We are also in Michigan, central area. It does get really cold at times. We built insulated wooden boxes with metal tanks inside. We have tops half covered for smaller opening to drink from, lose heat from. All our horses come in at night. We then cover the open top of tank and plug in the heaters to run overnight, heating water above freezing. In the morning tanks are uncovered, unplugged while horses are out. Insulated boxes keep water unfrozen, no ice unless it gets very cold, single digits. Even then it is just icy edges, not ice covered before night when horses go in the barn.

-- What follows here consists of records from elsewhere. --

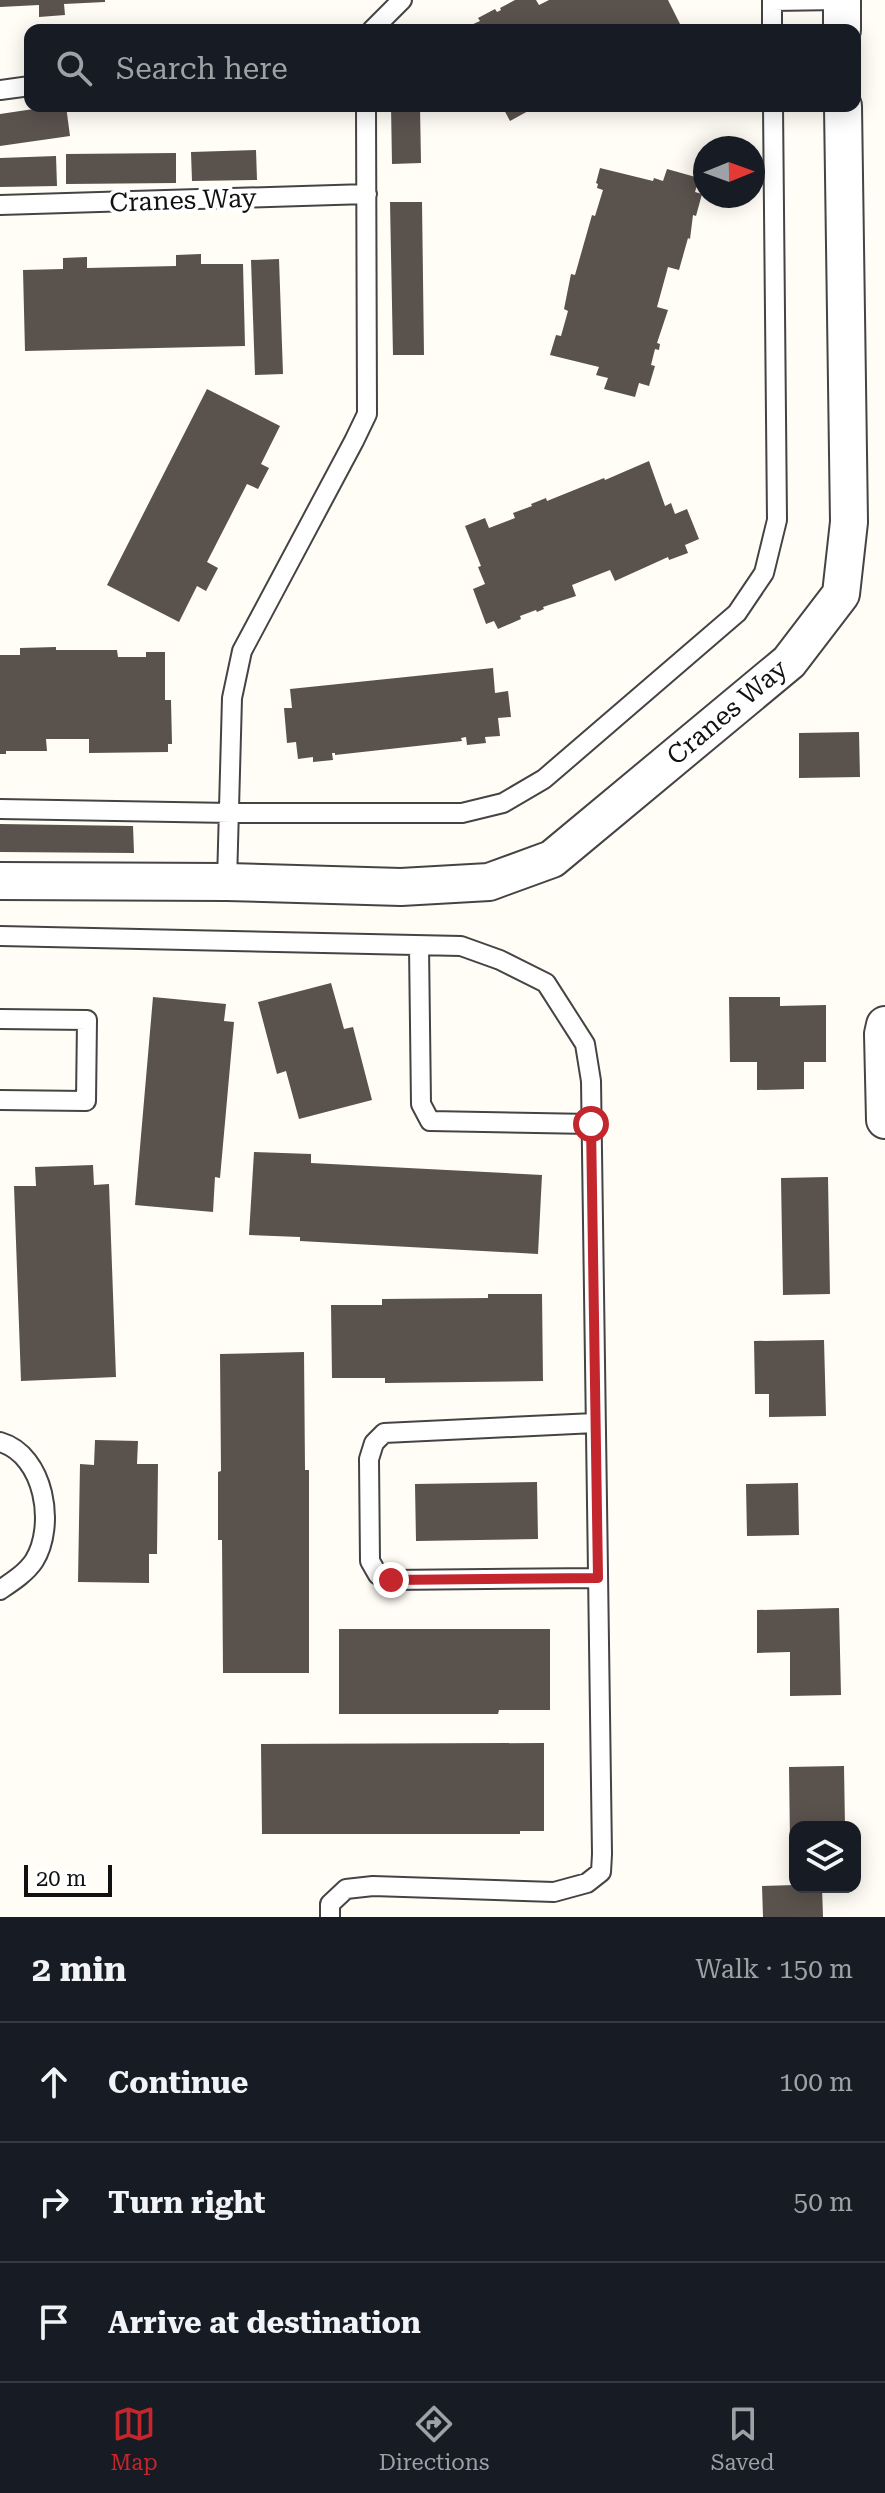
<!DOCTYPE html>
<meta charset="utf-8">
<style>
body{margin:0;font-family:"Roboto Serif",serif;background:#20242c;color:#f1f3f6}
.controls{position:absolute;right:24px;bottom:24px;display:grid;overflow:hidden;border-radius:16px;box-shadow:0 4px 20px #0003}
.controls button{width:72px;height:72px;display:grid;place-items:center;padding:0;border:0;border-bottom:2px solid #363941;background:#171b24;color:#f1f3f6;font:40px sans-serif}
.compass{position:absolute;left:693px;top:136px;width:72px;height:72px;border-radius:50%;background:#171b24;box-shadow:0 4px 20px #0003;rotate:89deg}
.scale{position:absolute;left:24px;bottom:20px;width:88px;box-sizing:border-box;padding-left:8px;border:4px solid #111;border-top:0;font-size:22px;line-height:28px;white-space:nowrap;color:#111;-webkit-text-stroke:6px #fff;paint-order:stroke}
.stop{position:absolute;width:24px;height:24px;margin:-18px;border:6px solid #c4262e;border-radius:50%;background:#fff}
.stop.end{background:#c4262e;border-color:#fff;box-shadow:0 2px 8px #0008}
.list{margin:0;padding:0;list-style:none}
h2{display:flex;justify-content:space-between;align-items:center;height:104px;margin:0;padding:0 32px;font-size:34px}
h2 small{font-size:26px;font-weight:400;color:#9ea1a6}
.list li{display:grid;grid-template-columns:52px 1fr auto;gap:24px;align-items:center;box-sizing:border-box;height:120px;padding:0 32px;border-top:2px solid #363941}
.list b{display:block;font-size:30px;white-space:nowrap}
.list em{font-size:26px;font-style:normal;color:#9ea1a6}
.icon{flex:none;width:44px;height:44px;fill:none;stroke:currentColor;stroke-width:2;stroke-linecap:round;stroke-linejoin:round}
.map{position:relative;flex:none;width:885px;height:1917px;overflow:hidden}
.search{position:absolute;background:#171b24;box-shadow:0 4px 20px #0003;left:24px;right:24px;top:24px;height:88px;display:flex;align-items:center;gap:20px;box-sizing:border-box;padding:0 28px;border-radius:16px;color:#9ea1a6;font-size:30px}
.sheet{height:464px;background:#171b24}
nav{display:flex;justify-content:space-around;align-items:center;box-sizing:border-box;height:112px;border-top:2px solid #363941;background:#171b24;font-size:22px;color:#9ea1a6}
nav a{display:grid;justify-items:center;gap:4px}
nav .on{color:#c4262e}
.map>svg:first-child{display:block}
.building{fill:#5a524d}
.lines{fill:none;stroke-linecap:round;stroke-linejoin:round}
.lane-casing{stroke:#444;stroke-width:22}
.street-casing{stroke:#444;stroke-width:40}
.lane{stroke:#fff;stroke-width:18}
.street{stroke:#fff;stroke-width:36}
.route{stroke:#c4262e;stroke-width:10}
.labels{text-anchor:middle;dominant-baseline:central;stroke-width:8;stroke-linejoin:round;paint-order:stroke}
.street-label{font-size:26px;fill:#111;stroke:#fff}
</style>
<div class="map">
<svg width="885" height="1917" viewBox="0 0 885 1917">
<rect width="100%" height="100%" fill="#fffdf5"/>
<path class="building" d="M0 0H105V2L64 4 65 15 39 17V5L0 7Z
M515 0H536L539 5 549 0H668L683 30H460L480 21 478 18 495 9 497 12 501 10 500 8Z
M54 106H66L70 136 0 146V114Z
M240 106H263V108L240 111Z
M391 106H420L421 163 392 164Z
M502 106H528L530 110 510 121Z
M256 150 257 180 192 181 191 152Z
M176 153V183L66 184V154Z
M56 156 57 186 0 187V158Z
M600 168 653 181 654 178 663 181 667 169 699 178 695 192 702 194 696 216 693 215 690 239 688 238 679 270 668 267 657 307 668 310 657 343 660 344 659 350 655 349 651 365 655 366 649 386 639 383 635 397 604 389 608 378 596 375 599 367 550 355 556 335 561 336 568 311 564 309 571 274 575 275 592 215 595 216 603 190 597 188 598 184 596 183Z
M390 202H422L424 355H393Z
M201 254V264H243L245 346 25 351 23 270 63 269V258L87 257V268L176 266V255Z
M279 259 283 374 255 375 251 260Z
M207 389 280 426 261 464 269 468 258 489 247 484 207 562 218 568 206 591 197 586 179 622 107 585Z
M649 461 665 506 671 503 675 514 687 509 699 539 685 545 688 553 669 560 668 557 615 581 610 570 572 585 576 596 543 607 544 609 537 612 536 610 520 616 521 619 498 629 494 621 486 624 473 589 485 584 478 567 481 566 465 526 485 518 489 528 515 518 513 513 532 506 531 504 546 498 547 501 604 478 605 480Z
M56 647V650H117L118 657H146V652H165V700H171L172 744H168V752L89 753V739H46L47 751H6V754H0V655H20V648Z
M493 668 495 693 508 691 511 717 498 718 500 736 485 737 486 743 467 745 466 737 461 738 462 741 335 755V753H332L333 760 313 762V757L298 759 296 742 287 743 284 708H292L290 689Z
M859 732 860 777 799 778V733Z
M0 824 133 826 134 853 0 852Z
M331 983 344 1029 353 1027 372 1100 299 1119 286 1071 277 1074 258 1002Z
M153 997 226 1004 224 1021 234 1022 220 1178 215 1177 213 1212 135 1205Z
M729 997H780V1006L826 1005V1062H804V1089L757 1090V1062H730Z
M254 1152 311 1154V1163L542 1175 538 1254 300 1241V1237L249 1235Z
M93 1165 94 1185 109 1184 116 1377 21 1381 14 1186H36L35 1167Z
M828 1177 830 1294 783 1295 781 1178Z
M488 1294H542L543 1381 385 1383V1378H332L331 1305H382V1299L488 1298Z
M824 1340 826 1416 769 1417V1394H755L754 1341Z
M304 1352 305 1470H309V1673H223L222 1540H218V1472L221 1471 220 1354Z
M95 1440 138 1441 137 1464H158L157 1554H149V1583L78 1582 80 1464 94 1465Z
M537 1482 538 1539 416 1541 415 1484Z
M798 1483 799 1535 747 1536 746 1484Z
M839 1608 841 1695 790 1696V1652L757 1653V1610Z
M339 1629H550V1710H499L498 1714H339Z
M544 1743V1831H520V1834H262L261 1744Z
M844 1766 845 1827H795V1843L790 1844 789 1767Z
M795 1885V1887H822L823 1917H763L762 1886Z"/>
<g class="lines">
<g class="lane-casing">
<path id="lane" d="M772 0V30
M772 1 839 0
M372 30 402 0
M0 90 30 86
M0 205 367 194
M0 809 231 813H462L503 803 544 779 737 613 764 573 777 520 773 106
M227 882 232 698 242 651 354 441 367 414 366 106
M0 936 461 946 500 960 546 983 585 1044 591 1081 602 1854 601 1872 587 1883 554 1892 373 1886 346 1889 330 1904V1917
M419 946 421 1104 430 1121 591 1124
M0 1019 87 1020 86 1101 0 1100
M595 1423 384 1433 374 1443 369 1459 370 1561 378 1575 391 1580 598 1578
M0 1442C45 1455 56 1526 34 1561 26 1573 12 1582 0 1590"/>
</g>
<g class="street-casing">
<path id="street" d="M842 0V30
M0 881 227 882 401 887 489 882 552 859 789 662 841 594 849 522 843 106
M885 1025 883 1034 885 1120"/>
</g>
<use href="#lane" class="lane"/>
<use href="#street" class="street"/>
</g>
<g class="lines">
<path class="route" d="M391 1580 598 1578 591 1124"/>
</g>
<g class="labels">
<g class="street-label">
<text transform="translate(183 200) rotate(-2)">Cranes Way</text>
<text transform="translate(727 712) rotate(-40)">Cranes Way</text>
</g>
</g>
</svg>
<div class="controls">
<button><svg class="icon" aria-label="layers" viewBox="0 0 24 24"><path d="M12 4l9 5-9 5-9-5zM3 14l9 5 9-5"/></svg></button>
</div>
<svg class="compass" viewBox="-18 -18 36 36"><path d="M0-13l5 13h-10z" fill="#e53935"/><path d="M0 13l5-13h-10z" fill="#9ea1a6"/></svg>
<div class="scale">20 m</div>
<div class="stop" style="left:591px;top:1124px"></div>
<div class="stop end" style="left:391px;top:1580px"></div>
<div class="search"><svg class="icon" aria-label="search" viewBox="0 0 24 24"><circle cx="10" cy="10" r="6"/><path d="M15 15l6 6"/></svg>Search here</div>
</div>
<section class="sheet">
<h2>2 min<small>Walk · 150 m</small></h2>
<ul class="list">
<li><svg class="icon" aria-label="ahead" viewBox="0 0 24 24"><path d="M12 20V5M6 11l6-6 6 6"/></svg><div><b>Continue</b></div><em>100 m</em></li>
<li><svg class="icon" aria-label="right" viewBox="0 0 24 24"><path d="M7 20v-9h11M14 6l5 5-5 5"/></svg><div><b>Turn right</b></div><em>50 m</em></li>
<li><svg class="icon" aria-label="arrive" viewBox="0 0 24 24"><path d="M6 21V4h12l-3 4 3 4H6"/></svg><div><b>Arrive at destination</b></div></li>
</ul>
</section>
<nav>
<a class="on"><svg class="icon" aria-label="map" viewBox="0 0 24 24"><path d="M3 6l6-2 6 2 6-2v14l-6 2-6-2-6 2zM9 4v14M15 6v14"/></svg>Map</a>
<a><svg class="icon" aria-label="directions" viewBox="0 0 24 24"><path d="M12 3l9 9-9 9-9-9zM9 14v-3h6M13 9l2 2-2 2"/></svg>Directions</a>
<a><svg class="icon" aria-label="saved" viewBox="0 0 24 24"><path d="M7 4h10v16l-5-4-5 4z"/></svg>Saved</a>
</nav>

We first started the unplugging idea when the tank heater got a hairline crack leaking voltage. No horses drinking then either! After finding cracked heater, we figured “Even if heater cracks again, there is no power if not plugged in!” Water stayed unfrozen in the insulated boxes without daytime heater running, so the unplugging idea also saved power costs.

We use metal tanks because one horse pulled the plugged in tank heater partly out, set the Rubbermaid tank on FIRE!! Passing neighbor saw the flames on outside tank, stopped and threw snow on tank to put it out!! That tank burned to the waterline, charred some fence rails, melted the heater cord. So no tank heaters in Rubbermaid tanks at this farm! Neighbor was a hero!! We would have lost the barn if tank had been any closer to the barn instead of front paddock corner, close to the outside outlet plug. This was before we thought of using the insulated boxes.

Tank heaters here are sinkers, cords fastened down under the covered top side. Even a diver horse can’t reach the heater cord in tank to pull it out with the tanks filled daily! Cord comes out the backside of insulated boxes, not reachable by horses.

You might check wooden posts if you have them, as the source of stray voltage in the dirt. Our ground is heavy clay, saturated with water from fall rains still. Posts are soaked too, which can make them conductive, though you never think that of wood. Our non-hot wires are hot now! We have good grounding, 3ea spaced out 8ft rods on the fencer, ground wire clamps not corroded. Yet we still have the leaking electric issue.

Thank you so much for this thread! Voltage in the heated tanks is a current (!) issue at my barn.
My mare refuses to drink from the tank even though some horses are less sensitive to it seems. I will forward this thread to my BM.